## Records provided:
Start of Block

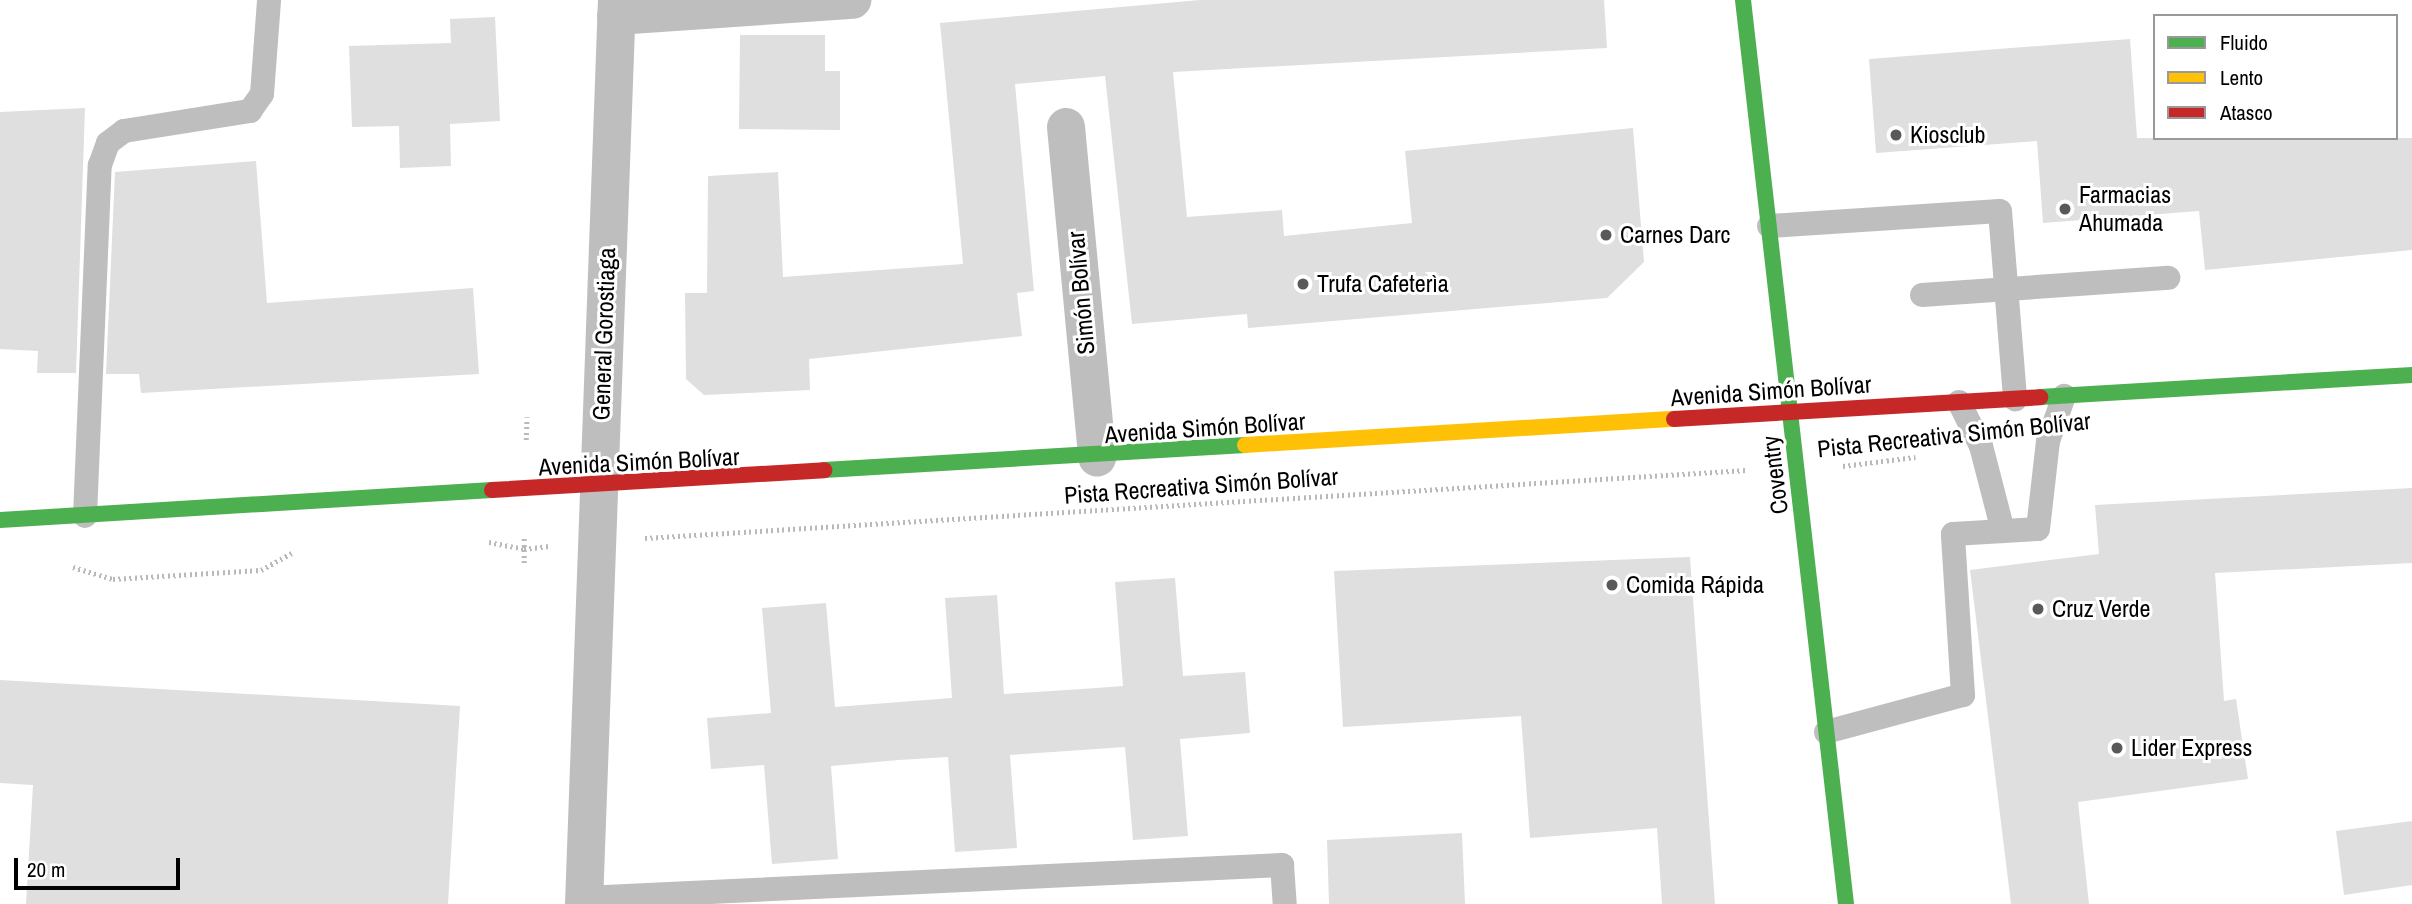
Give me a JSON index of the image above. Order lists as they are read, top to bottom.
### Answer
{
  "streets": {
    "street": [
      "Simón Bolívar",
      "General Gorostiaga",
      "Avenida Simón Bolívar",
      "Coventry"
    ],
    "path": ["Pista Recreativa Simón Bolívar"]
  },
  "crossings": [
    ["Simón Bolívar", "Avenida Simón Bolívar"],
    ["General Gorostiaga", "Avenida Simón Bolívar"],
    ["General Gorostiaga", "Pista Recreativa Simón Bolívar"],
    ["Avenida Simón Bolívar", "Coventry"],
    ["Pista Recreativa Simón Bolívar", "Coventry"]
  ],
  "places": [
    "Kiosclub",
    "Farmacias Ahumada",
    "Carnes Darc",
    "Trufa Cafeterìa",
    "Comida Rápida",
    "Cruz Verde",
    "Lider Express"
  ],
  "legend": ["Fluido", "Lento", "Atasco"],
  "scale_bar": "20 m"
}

End of Block
Start of Block

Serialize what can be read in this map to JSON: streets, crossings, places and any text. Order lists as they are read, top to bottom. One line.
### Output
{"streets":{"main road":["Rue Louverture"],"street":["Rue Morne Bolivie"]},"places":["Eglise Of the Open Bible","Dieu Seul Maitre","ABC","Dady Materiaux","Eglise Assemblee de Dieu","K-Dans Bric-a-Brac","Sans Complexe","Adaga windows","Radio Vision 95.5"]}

End of Block

## Prompt:
Which lines of the data contain "JSON"? Copy them all.

## Output below:
Give me a JSON index of the image above. Order lists as they are read, top to bottom.
Serialize what can be read in this map to JSON: streets, crossings, places and any text. Order lists as they are read, top to bottom. One line.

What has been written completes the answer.